I don't like surprise visits... I tell people that my welcome mat says, "call first"...
going back to that, "if you really want to do something" statement... Michael is the kind of person that I can be myself with... there are few people in the world that I feel that way about. His love is so unconditional that I know I can be my real self with him and not be judged. He feels the same... as a performer, people expect him to always be charming, gorgeous, witty... and sometimes he doesn't feel like being any of those things. Sometimes I don't feel like being the girl I am on paper.
My closest friends here in the mountains are my bible study girls and that's why I hardly ever miss bible study. The teaching is amazing but the fellowship is my lifeline. Alisa is the only girl out of five kids, just like me, and she has that "male" sense of humor that I do. She and I tease each other without being afraid of hurting each others feelings. Cyndi is a "yankee" and she's been through a lot of hard times... she's very frank and honest and we connect on that level. Angie is a single mom, she's been hurt in the same ways that I have, life hasn't always been good to her but she is loving and giving and accepting... that's why we are so bonded. These are the people I trust the most here.

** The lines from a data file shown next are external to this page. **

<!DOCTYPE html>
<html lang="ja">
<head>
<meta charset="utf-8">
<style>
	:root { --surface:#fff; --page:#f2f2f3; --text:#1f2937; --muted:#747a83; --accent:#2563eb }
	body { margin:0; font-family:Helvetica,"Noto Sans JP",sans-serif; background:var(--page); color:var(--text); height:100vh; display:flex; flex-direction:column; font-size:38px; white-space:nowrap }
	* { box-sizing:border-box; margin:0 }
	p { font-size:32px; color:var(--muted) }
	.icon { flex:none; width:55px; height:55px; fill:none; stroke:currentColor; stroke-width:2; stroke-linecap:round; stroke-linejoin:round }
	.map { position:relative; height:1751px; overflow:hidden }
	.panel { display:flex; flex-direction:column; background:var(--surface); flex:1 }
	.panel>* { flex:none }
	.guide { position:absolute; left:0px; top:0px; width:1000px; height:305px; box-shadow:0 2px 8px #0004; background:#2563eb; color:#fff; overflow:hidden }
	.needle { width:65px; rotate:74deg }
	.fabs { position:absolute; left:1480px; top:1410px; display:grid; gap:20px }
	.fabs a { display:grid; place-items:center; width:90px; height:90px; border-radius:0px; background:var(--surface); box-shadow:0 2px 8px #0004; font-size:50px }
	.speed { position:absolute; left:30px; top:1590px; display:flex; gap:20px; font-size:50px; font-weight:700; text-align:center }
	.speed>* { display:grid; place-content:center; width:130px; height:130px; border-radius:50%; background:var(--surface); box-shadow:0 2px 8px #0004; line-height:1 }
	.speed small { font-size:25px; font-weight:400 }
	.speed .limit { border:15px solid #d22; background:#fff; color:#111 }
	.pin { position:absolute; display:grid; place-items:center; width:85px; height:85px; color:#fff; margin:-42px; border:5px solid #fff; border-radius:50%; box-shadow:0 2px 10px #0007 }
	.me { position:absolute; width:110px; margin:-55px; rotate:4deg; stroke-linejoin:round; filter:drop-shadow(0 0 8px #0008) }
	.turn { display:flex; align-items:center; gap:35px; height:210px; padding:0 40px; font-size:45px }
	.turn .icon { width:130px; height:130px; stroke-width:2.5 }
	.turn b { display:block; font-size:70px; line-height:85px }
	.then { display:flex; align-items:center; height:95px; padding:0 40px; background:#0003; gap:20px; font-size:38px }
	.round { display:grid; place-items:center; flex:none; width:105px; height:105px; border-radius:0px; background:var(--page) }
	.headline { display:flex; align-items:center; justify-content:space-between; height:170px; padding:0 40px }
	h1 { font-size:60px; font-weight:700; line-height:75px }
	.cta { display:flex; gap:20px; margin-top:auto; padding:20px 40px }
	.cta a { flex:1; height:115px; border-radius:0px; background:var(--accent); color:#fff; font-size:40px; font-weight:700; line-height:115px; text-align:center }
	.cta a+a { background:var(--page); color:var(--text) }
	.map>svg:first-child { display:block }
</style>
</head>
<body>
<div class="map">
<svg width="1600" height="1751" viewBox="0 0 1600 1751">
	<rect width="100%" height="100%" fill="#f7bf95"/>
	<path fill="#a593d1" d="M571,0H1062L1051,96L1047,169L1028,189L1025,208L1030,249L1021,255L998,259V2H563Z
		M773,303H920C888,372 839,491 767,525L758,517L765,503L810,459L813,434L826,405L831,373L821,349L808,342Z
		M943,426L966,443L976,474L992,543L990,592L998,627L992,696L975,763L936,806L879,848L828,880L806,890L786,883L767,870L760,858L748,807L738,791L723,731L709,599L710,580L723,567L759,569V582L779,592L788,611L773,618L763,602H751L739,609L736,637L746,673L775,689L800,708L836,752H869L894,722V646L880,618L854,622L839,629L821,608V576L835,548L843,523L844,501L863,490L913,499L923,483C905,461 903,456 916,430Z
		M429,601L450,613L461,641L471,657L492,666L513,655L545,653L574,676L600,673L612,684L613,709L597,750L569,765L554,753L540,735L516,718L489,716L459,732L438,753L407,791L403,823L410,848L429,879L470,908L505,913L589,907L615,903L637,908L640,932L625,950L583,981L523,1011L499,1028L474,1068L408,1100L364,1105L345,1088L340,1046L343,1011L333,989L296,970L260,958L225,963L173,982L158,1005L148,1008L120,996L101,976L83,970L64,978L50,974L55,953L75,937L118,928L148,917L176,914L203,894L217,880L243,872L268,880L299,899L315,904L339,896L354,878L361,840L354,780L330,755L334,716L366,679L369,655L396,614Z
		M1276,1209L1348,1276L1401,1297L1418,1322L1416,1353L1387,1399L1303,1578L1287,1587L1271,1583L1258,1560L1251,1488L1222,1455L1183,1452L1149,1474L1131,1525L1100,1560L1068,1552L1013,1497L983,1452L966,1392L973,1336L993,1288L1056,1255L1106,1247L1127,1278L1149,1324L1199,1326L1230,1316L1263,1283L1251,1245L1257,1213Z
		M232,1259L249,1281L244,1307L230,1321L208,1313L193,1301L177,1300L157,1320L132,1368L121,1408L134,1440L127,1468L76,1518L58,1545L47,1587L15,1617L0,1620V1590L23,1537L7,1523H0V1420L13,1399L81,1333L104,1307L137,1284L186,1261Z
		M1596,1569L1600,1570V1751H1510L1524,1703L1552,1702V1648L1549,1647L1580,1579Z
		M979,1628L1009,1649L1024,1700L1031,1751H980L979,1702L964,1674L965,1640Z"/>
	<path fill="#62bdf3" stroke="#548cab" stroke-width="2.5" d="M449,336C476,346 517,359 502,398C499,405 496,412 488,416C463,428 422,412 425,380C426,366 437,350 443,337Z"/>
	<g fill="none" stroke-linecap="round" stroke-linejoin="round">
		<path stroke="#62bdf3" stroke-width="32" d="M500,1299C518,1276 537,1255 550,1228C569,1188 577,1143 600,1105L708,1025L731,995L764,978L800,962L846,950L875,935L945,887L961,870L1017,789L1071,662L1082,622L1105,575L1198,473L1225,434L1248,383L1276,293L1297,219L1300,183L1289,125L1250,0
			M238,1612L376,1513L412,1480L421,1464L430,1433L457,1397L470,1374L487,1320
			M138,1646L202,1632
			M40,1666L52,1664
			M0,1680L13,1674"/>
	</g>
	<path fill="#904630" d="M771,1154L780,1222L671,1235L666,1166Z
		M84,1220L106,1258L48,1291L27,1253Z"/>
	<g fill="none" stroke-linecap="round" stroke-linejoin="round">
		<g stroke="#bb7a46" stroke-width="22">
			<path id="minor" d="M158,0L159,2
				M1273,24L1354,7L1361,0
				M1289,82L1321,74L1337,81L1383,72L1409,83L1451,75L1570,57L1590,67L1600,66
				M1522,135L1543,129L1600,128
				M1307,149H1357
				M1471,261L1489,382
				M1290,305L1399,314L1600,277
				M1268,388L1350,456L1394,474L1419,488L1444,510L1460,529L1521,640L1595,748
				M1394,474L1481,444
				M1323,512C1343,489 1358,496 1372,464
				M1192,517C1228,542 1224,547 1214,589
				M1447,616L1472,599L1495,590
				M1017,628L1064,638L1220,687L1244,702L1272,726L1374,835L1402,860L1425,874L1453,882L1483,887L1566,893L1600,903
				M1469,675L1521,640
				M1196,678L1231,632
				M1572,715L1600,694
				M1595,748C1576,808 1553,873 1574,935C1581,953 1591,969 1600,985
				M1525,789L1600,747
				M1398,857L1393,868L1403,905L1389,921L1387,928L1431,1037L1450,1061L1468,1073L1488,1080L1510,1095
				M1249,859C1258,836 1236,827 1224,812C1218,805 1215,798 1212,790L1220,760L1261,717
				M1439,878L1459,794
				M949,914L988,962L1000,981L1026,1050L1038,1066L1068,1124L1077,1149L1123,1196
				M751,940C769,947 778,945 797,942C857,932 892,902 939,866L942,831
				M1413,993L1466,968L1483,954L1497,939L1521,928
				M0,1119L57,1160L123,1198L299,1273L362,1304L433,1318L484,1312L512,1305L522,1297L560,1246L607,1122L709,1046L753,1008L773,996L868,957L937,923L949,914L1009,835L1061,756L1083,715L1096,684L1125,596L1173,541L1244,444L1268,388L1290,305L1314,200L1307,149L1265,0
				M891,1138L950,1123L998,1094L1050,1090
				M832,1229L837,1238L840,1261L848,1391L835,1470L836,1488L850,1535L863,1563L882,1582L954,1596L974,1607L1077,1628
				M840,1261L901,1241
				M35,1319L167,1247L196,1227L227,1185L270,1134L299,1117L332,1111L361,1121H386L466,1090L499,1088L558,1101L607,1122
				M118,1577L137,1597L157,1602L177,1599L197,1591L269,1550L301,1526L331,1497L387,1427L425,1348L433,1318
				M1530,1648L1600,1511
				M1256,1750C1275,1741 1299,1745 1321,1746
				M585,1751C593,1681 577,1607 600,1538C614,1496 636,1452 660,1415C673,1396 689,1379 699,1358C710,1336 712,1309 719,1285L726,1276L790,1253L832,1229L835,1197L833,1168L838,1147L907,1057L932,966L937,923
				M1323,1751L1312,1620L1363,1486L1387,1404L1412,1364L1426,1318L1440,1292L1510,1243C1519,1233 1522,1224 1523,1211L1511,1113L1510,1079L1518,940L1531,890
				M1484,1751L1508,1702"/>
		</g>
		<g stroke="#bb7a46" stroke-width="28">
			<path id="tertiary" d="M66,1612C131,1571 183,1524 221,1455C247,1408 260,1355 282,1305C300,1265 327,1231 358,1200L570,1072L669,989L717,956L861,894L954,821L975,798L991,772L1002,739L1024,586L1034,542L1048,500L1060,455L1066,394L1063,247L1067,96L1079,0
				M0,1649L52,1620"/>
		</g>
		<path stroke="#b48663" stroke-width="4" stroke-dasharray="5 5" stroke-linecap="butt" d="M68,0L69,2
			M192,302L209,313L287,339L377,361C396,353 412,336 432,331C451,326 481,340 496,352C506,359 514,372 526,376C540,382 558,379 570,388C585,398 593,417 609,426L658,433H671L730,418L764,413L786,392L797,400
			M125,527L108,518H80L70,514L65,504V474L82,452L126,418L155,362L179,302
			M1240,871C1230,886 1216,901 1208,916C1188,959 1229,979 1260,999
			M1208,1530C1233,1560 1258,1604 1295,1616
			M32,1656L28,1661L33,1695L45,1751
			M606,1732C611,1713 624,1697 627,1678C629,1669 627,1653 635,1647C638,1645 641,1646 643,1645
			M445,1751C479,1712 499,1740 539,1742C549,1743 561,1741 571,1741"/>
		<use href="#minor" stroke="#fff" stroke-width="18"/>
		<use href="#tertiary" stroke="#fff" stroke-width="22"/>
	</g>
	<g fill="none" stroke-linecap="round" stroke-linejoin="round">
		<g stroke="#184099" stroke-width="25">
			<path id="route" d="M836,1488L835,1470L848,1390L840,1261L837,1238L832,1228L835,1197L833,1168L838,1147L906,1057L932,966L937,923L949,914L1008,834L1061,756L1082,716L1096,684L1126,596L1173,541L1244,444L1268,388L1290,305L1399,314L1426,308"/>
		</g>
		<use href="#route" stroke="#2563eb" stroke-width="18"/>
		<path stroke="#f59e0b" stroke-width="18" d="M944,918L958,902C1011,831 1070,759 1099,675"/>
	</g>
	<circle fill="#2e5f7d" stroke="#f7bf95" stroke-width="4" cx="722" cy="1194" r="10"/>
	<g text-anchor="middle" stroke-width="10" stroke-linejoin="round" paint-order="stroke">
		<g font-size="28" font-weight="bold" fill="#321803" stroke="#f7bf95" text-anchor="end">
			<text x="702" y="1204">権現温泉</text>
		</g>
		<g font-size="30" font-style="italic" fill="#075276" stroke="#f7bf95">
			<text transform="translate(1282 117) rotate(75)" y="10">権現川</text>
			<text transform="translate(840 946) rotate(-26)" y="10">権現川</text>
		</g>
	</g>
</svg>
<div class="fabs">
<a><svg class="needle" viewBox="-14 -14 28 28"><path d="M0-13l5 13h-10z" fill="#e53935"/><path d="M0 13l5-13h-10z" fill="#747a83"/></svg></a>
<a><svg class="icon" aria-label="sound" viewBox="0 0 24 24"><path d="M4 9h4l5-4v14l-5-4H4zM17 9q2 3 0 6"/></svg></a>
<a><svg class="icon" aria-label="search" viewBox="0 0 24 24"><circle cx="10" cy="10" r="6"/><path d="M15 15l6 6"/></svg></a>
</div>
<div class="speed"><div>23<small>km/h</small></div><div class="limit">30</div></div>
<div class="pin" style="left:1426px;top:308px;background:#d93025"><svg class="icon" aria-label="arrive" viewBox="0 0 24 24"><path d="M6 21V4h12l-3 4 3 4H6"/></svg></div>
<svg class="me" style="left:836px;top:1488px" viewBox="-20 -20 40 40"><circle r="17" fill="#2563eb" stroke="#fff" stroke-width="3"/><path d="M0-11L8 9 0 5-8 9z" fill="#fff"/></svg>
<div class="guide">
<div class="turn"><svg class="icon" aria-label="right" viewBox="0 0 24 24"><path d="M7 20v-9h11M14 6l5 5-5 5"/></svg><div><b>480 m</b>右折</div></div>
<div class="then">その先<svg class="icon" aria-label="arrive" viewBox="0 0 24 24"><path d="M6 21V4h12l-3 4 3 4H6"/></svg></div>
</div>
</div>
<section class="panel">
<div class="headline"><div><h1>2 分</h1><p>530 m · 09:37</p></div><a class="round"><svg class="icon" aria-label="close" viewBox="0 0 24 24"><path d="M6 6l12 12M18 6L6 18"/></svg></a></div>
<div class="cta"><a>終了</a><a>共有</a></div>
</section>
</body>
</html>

My sister-in-law Angie (not to be confused with bible study Angie) is the person I would consider my best "real life" friend... but she is so busy that it's almost impossible to spend time with her. Whenever she asks... I'm available. My friend Natalie, who I absolutely love, adore and respect, is similar to Angie. And honestly, there are quite a few people here in the hills that I would love to spend time with but can't because they are so busy. And, to some degree, some of the ladies that I would like to spend time with, I can't because I work full time and they don't. Their free time is during the work day when their kids are in school... my free time is in the evening. We connect online and we bond online...
As for the phone... I'm too a.d.d. for phone conversations. When I talk to someone, I try to give them my undivided attention and it's rare that I want to/am able to just sit and do nothing but chat. HOWEVER... when I do talk to someone on the phone... they know that they have my undivided attention and they know that I'm intentionally spending time with them. The phone guy (ha! he ended up with a nickname) is a really intelligent person who is able to carry his end of the conversation. When we're on the phone, he truly DOES capture my attention and imagination. I so thoroughly enjoy talking to him that I don't mind the time on the phone. Usually I'm just annoyed by being on the phone... he doesn't annoy me.
I am, however, truly bubbly and outgoing. I consider myself an antisocial extrovert. Anyone in real life want to weigh in?
Thank you, Lyn, for giving me the opportunity to think these things over. I definitely need to be more intentional about social interaction...
The Lost Mail and Express Building - 203 Broadway
10 hours ago
2 comments:
It would have been nice to meet in person while you were in Jax but there is a reason we didn't let's just leave it at that. :-)
As long as you're happy that's really all that matters..
Sorry for the typos in my previous comment...typing in bed before caffeine..LOL
I am the same way, I am social online but not in person. My only social connections are church and lately the outpatient therapy group but I don't want to go to that either.